DATA FOR THIS EXERCISE:
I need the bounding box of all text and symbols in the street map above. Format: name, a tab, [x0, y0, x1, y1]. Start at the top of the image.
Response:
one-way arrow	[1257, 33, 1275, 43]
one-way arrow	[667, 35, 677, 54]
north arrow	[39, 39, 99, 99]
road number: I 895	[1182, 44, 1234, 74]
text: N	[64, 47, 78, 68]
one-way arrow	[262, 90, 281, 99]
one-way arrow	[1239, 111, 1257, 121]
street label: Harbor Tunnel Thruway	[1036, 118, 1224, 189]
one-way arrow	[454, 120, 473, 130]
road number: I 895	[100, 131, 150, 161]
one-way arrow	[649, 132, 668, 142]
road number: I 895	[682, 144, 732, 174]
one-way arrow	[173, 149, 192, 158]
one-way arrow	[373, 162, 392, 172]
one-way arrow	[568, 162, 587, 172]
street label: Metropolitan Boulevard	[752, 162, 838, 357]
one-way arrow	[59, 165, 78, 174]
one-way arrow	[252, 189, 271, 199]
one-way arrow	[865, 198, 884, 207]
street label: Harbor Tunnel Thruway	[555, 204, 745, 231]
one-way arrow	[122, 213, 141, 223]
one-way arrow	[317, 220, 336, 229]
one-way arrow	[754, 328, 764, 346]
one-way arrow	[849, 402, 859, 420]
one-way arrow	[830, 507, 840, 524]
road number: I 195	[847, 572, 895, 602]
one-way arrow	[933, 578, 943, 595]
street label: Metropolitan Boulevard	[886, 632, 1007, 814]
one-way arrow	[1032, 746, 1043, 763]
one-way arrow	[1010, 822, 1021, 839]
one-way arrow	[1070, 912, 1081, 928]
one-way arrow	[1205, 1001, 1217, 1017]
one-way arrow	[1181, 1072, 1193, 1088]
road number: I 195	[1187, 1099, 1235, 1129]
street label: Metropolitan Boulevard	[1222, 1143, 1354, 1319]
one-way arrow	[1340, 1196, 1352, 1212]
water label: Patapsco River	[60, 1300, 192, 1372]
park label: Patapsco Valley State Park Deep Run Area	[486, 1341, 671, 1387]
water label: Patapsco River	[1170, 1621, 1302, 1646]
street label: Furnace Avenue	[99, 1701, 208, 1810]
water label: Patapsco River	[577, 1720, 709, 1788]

PROBLEM REQUIREMENTS:
Every entry should be output again exactly as written.

ANSWER SECTION:
I need the bounding box of all text and symbols in the street map above. Format: name, a tab, [x0, y0, x1, y1]. Start at the top of the image.
Response:
one-way arrow	[1257, 33, 1275, 43]
one-way arrow	[667, 35, 677, 54]
north arrow	[39, 39, 99, 99]
road number: I 895	[1182, 44, 1234, 74]
text: N	[64, 47, 78, 68]
one-way arrow	[262, 90, 281, 99]
one-way arrow	[1239, 111, 1257, 121]
street label: Harbor Tunnel Thruway	[1036, 118, 1224, 189]
one-way arrow	[454, 120, 473, 130]
road number: I 895	[100, 131, 150, 161]
one-way arrow	[649, 132, 668, 142]
road number: I 895	[682, 144, 732, 174]
one-way arrow	[173, 149, 192, 158]
one-way arrow	[373, 162, 392, 172]
one-way arrow	[568, 162, 587, 172]
street label: Metropolitan Boulevard	[752, 162, 838, 357]
one-way arrow	[59, 165, 78, 174]
one-way arrow	[252, 189, 271, 199]
one-way arrow	[865, 198, 884, 207]
street label: Harbor Tunnel Thruway	[555, 204, 745, 231]
one-way arrow	[122, 213, 141, 223]
one-way arrow	[317, 220, 336, 229]
one-way arrow	[754, 328, 764, 346]
one-way arrow	[849, 402, 859, 420]
one-way arrow	[830, 507, 840, 524]
road number: I 195	[847, 572, 895, 602]
one-way arrow	[933, 578, 943, 595]
street label: Metropolitan Boulevard	[886, 632, 1007, 814]
one-way arrow	[1032, 746, 1043, 763]
one-way arrow	[1010, 822, 1021, 839]
one-way arrow	[1070, 912, 1081, 928]
one-way arrow	[1205, 1001, 1217, 1017]
one-way arrow	[1181, 1072, 1193, 1088]
road number: I 195	[1187, 1099, 1235, 1129]
street label: Metropolitan Boulevard	[1222, 1143, 1354, 1319]
one-way arrow	[1340, 1196, 1352, 1212]
water label: Patapsco River	[60, 1300, 192, 1372]
park label: Patapsco Valley State Park Deep Run Area	[486, 1341, 671, 1387]
water label: Patapsco River	[1170, 1621, 1302, 1646]
street label: Furnace Avenue	[99, 1701, 208, 1810]
water label: Patapsco River	[577, 1720, 709, 1788]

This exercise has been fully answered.